Work instruction: Only one span of the listing below should come back. It runs from the line with "return path;" through the line with "function write(font, color, halo, rows, align", and each of its lines must be reproduced exactly.

=== Data supplied ===

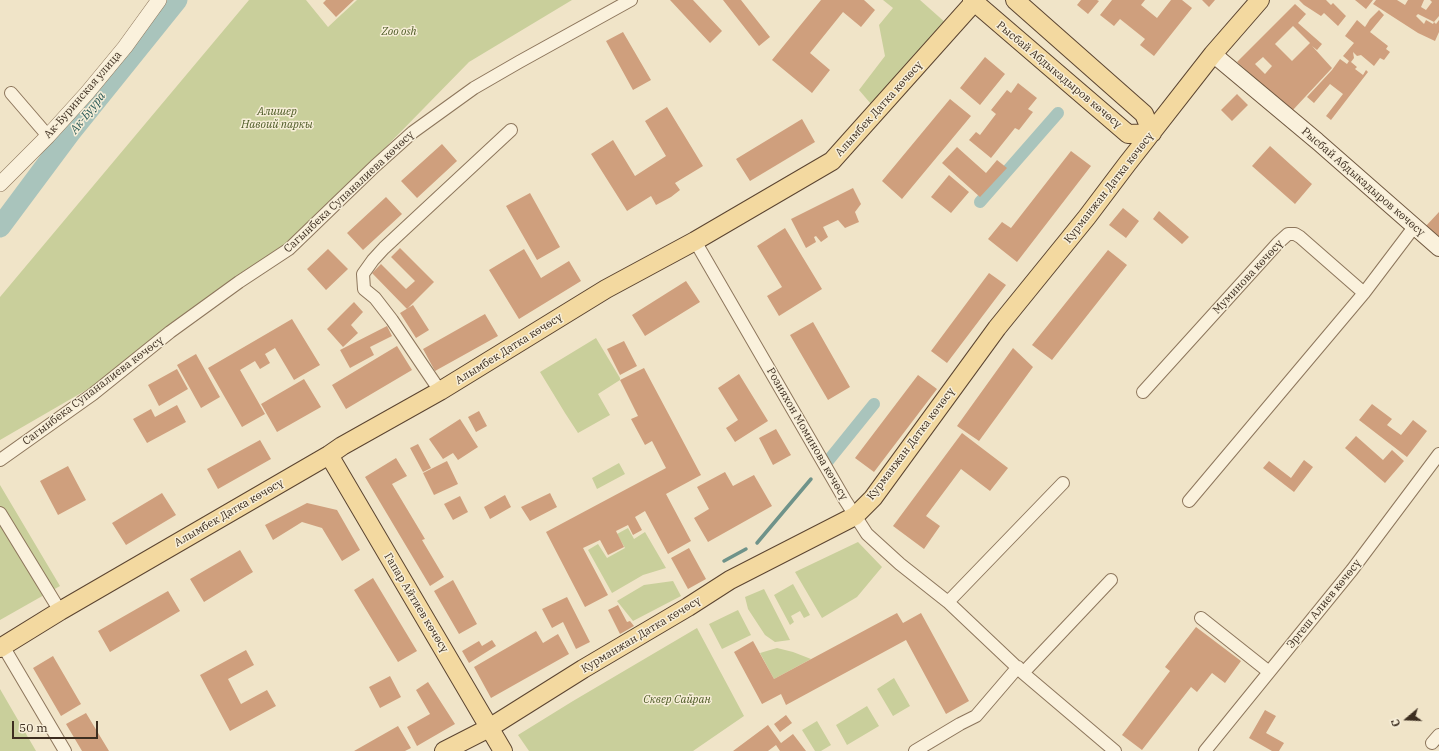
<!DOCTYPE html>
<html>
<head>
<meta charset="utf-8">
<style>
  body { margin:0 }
  #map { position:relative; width:1439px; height:751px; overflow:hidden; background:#f0e4c8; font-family:"IBM Plex Serif",serif }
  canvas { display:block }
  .north { position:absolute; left:1387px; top:699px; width:40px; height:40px; -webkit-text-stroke:3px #f7eed8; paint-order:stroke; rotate:251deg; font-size:11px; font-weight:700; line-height:16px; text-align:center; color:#3d2e20 }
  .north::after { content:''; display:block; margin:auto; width:14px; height:18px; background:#3d2e20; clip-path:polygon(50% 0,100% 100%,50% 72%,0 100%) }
  .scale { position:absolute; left:12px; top:721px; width:86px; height:18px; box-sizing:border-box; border:2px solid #3d2e20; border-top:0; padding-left:5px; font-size:12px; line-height:14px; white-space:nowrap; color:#3d2e20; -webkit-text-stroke:3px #f7eed8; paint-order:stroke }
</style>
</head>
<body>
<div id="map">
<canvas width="1439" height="751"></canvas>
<div class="north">С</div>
<div class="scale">50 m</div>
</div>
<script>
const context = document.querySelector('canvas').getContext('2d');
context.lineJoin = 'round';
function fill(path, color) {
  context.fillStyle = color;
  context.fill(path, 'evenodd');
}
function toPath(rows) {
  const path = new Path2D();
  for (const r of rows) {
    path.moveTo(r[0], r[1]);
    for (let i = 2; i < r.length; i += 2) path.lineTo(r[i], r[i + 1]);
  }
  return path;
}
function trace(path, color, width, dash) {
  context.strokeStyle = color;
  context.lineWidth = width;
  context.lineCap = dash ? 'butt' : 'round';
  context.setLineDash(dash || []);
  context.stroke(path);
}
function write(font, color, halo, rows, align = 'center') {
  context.font = font + ' "IBM Plex Serif",serif';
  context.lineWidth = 3;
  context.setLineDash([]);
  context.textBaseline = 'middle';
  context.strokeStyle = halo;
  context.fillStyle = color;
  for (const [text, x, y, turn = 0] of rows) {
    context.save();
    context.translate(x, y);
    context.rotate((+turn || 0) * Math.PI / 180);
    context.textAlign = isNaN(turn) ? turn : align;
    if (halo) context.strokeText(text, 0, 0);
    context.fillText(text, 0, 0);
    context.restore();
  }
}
const green = toPath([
  [249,0,306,0,328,27,357,0,572,0,469,62,290,245,107,378,0,440,0,297],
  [883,0,920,0,947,24,871,104,859,90,885,56,879,25,893,8],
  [596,338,620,378,620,380,598,394,610,415,578,433,565,413,540,372],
  [619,463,625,474,597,489,592,478],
  [0,485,60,586,0,620],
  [628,528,634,539,645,532,666,568,643,575,612,593,588,550,598,544,607,558,625,548,617,534],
  [858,542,882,567,857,597,822,618,795,572],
  [673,581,681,596,633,621,617,601,644,585],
  [793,584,810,615,804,618,800,611,791,616,794,622,790,625,774,595],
  [764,589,790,640,775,642,765,635,748,609,745,597],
  [738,610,751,635,722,649,709,624],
  [697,628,744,716,693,751,529,751,518,735,573,701],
  [777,648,793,652,811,659,774,679,760,653],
  [894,678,910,706,893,716,877,689],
  [0,689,36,751,0,751],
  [867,706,879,726,847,745,836,725],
  [817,721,831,745,821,751,815,751,802,730]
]);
const stream = toPath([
  [757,543,811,479],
  [724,561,746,549]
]);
const canal = toPath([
  [980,202,1058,113],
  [828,461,874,404]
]);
const river = toPath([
  [0,227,70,133,177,0]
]);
const building = toPath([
  [326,0,354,0,336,17,323,3],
  [670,0,693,0,722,31,710,43],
  [723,0,741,0,770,37,759,46],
  [821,0,864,0,875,10,861,27,843,12,810,53,830,70,812,93,772,60],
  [1081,0,1097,0,1099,1,1088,14,1077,5],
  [1112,0,1145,0,1141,5,1157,18,1171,0,1182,0,1192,8,1154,56,1140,45,1145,39,1120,19,1114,26,1100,15],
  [1202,0,1215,0,1209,7],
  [1299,0,1326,0,1331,5,1333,3,1346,16,1338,26,1324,13,1321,16,1304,5],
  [1355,0,1373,0,1366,9],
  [1376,0,1397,0,1405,5,1408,0,1424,0,1421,7,1426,10,1432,2,1430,0,1439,0,1439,16,1434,22,1418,14,1416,16,1424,24,1426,20,1433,24,1434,22,1436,24,1439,20,1439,32,1435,41,1418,33,1373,4],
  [1295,4,1306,14,1298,23,1322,44,1317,50,1312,46,1332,68,1292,111,1237,62],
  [1293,26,1310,43,1292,61,1275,44],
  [1263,57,1272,66,1265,74,1255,64],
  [1379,10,1384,15,1370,32,1388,46,1386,49,1390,52,1384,60,1380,58,1374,66,1361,55,1357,56,1353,52,1354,58,1351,62,1357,67,1355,69,1363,75,1366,70,1368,72,1331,120,1326,116,1343,94,1330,84,1314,103,1307,97,1332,70,1340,59,1347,64,1349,61,1343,56,1354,43,1345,36,1357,20,1365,27,1370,19],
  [623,32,651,80,633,90,606,41],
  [985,57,1005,74,980,105,960,88],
  [1018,83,1037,98,1028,109,1033,112,1019,130,1015,128,991,158,969,140,976,132,980,135,996,114,991,110,1007,90,1011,93],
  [1237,94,1248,105,1232,121,1221,110],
  [950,99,971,116,902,199,882,181],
  [667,107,703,166,675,183,680,190,671,197,656,205,651,196,627,211,591,154,613,140,635,176,666,156,645,121],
  [802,119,815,142,750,181,736,159],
  [442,144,457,161,417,198,401,181],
  [1270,146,1312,184,1295,204,1252,166],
  [957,147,986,173,997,160,1007,168,980,197,942,163],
  [1071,151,1091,166,1017,262,988,239,1002,222,1011,228],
  [949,175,969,192,951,213,931,197],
  [853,188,861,204,855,212,859,222,845,228,838,220,823,227,828,237,821,242,816,236,814,237,816,242,806,248,791,219],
  [530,193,560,247,537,260,506,206],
  [386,197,402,214,363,250,347,233],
  [1123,208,1139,221,1126,238,1109,225],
  [1159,211,1189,237,1182,244,1153,219],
  [1439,212,1439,240,1425,227],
  [785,228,822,289,779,316,767,296,782,287,757,246],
  [400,248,434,282,407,309,372,273,381,264,406,289,415,281,391,257],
  [328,249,348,269,326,290,307,269],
  [524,249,541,278,569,261,581,281,519,319,489,270],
  [1108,250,1127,265,1052,360,1032,345],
  [989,273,1006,285,947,363,931,351],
  [686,281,700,302,645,336,632,315],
  [354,302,363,312,351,325,358,333,343,347,327,329],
  [413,305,429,330,416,338,400,313],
  [485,314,498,336,435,371,423,349],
  [292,319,320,365,294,380,275,348,265,354,270,363,260,369,255,361,240,370,265,414,242,427,208,368],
  [813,322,850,387,828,400,790,335],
  [387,326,392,336,370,347,374,355,350,368,340,350],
  [624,341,637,366,620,375,607,349],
  [397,346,412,370,346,409,332,385],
  [1013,348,1033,367,979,441,957,426],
  [196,354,220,397,201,408,177,365],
  [644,368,701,475,666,494,691,541,668,554,645,511,635,517,642,530,633,535,628,525,616,531,624,547,608,555,600,540,583,548,608,595,585,607,546,532,666,468,652,441,645,445,631,419,638,416,620,380],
  [177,369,188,389,159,406,148,385],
  [739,374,768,421,735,442,726,428,738,420,718,388],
  [918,375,937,389,874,472,855,458],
  [304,379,321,407,277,432,261,404],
  [1372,404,1392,419,1387,425,1401,435,1413,420,1427,431,1407,457,1359,420],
  [177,405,186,422,147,443,133,419,151,409,155,417],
  [479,411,487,426,476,432,468,417],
  [460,419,478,447,458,460,453,453,443,459,429,439],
  [776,429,791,455,773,465,759,438],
  [962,433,1008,468,990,491,961,469,926,516,940,526,924,549,893,526],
  [1356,436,1383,460,1392,450,1404,461,1385,483,1345,448],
  [260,440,271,459,218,489,207,469],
  [418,444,431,468,423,472,410,448],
  [396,458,407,476,392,484,425,539,422,540,444,577,430,586,365,477],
  [1304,460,1313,467,1294,492,1263,468,1269,461,1291,478],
  [447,461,458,484,434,495,423,473],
  [68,466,86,500,58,515,40,481],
  [725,472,733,486,754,475,772,506,708,542,694,518,709,509,697,487],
  [162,493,176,515,126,545,112,523],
  [550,493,557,507,530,521,521,507],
  [505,495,511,507,490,519,484,507],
  [460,496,468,512,453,520,444,504],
  [307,503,337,510,360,550,342,561,322,528,302,522,273,540,265,525],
  [689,548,706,579,688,589,671,558],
  [240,550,253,572,204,602,190,579],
  [373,578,417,651,398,662,354,590],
  [453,580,477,624,459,634,434,591],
  [168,591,180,611,110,652,98,631],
  [567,597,590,642,576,649,563,622,552,628,542,609],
  [618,605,627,622,630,621,634,626,620,634,608,610],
  [897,613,903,623,921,613,969,701,946,714,906,640,786,705,781,694,762,704,734,652,753,641,774,679],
  [1196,627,1241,661,1225,683,1212,673,1197,692,1191,687,1142,750,1122,735,1170,671,1165,667],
  [536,631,543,643,558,634,569,654,491,698,474,667],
  [492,640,496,646,469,663,462,651,479,641,482,646],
  [246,650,254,665,228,679,241,704,267,690,276,706,230,731,200,675],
  [53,656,81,704,61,716,33,668],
  [390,676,401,697,380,708,369,687],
  [428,682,455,724,417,746,407,727,430,714,416,690],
  [1265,710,1276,716,1266,733,1284,743,1279,751,1272,751,1249,738],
  [86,713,109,751,82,751,66,724],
  [786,715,792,723,780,732,774,724],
  [768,725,781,743,793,734,806,751,780,751,776,745,768,751,733,751],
  [398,726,411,748,405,751,354,751]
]);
const minor = toPath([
  [11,93,48,136],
  [695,241,845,500,867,534,900,564,948,602,1023,673,1115,751],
  [440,391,392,320,375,298,364,289,363,274,373,260,384,248,511,130],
  [1143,392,1278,243,1288,234,1295,234,1300,237,1364,293],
  [0,460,93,394,170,332,239,282,289,249,375,166,413,132,474,88,519,62,631,0],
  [1189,501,1364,293,1414,227],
  [0,513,60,611],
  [948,602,1063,483],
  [1201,618,1269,672],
  [3,646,65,751],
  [1023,673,1111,580],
  [1432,743,1439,735],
  [915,751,960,724,976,716,1018,667],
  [1205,751,1352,570,1439,454]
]);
const tertiary = toPath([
  [0,184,48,136,87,93,125,47,159,0]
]);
const secondary = toPath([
  [1213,54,1317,141,1439,248]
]);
const primary = toPath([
  [972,0,1128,134,1152,133],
  [1015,0,1144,114,1152,133],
  [329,455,503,751],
  [0,648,60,611,329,455,342,446,440,391,606,289,695,241,832,161,976,0],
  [444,751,489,728,583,669,688,607,730,580,855,516,873,498,997,328,1087,217,1127,164,1213,54,1260,0]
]);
const parkNames = [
  ["Zoo osh",399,32],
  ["Алишер",277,112],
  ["Навоий паркы",277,125],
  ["Сквер Сайран",677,700]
];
const streetNames = [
  ["Рысбай Абдыкадыров көчөсү",1059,75,40],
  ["Ак-Буринская улица",83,95,-49],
  ["Алымбек Датка көчөсү",879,109,-48],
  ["Рысбай Абдыкадыров көчөсү",1363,182,41],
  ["Курманжан Датка көчөсү",1109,188,-52],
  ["Сагынбека Супаналиева көчөсү",349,192,-43],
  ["Муминова көчөсү",1248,277,-47],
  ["Алымбек Датка көчөсү",509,349,-32],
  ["Сагынбека Супаналиева көчөсү",93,391,-37],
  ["Розияхон Моминова көчөсү",807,434,60],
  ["Курманжан Датка көчөсү",911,444,-53],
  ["Алымбек Датка көчөсү",229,513,-30],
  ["Гапар Айтиев көчөсү",416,603,59],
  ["Эргеш Алиев көчөсү",1324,604,-51],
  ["Курманжан Датка көчөсү",641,635,-31]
];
const waterNames = [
  ["Ак-Буура",88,113,-52]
];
fill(green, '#c9cf9b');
trace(stream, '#6f938a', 3.5);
trace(canal, '#a9c4bc', 12);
trace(river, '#a9c4bc', 21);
fill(building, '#cf9f7d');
trace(minor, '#8d765c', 14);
trace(tertiary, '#8d765c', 16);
trace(secondary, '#6f573f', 18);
trace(primary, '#5b4430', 20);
trace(minor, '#faf1dc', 12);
trace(tertiary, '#faf1dc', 15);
trace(secondary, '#faf1dc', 16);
trace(primary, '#f3d9a0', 18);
write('italic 11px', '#4d5a26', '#f7eed8', parkNames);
write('11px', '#3d2e20', '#f7eed8', streetNames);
write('italic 12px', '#2f5d5a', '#f7eed8', waterNames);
</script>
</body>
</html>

===

Solution for this exercise:
  return path;
}
function trace(path, color, width, dash) {
  context.strokeStyle = color;
  context.lineWidth = width;
  context.lineCap = dash ? 'butt' : 'round';
  context.setLineDash(dash || []);
  context.stroke(path);
}
function write(font, color, halo, rows, align = 'center') {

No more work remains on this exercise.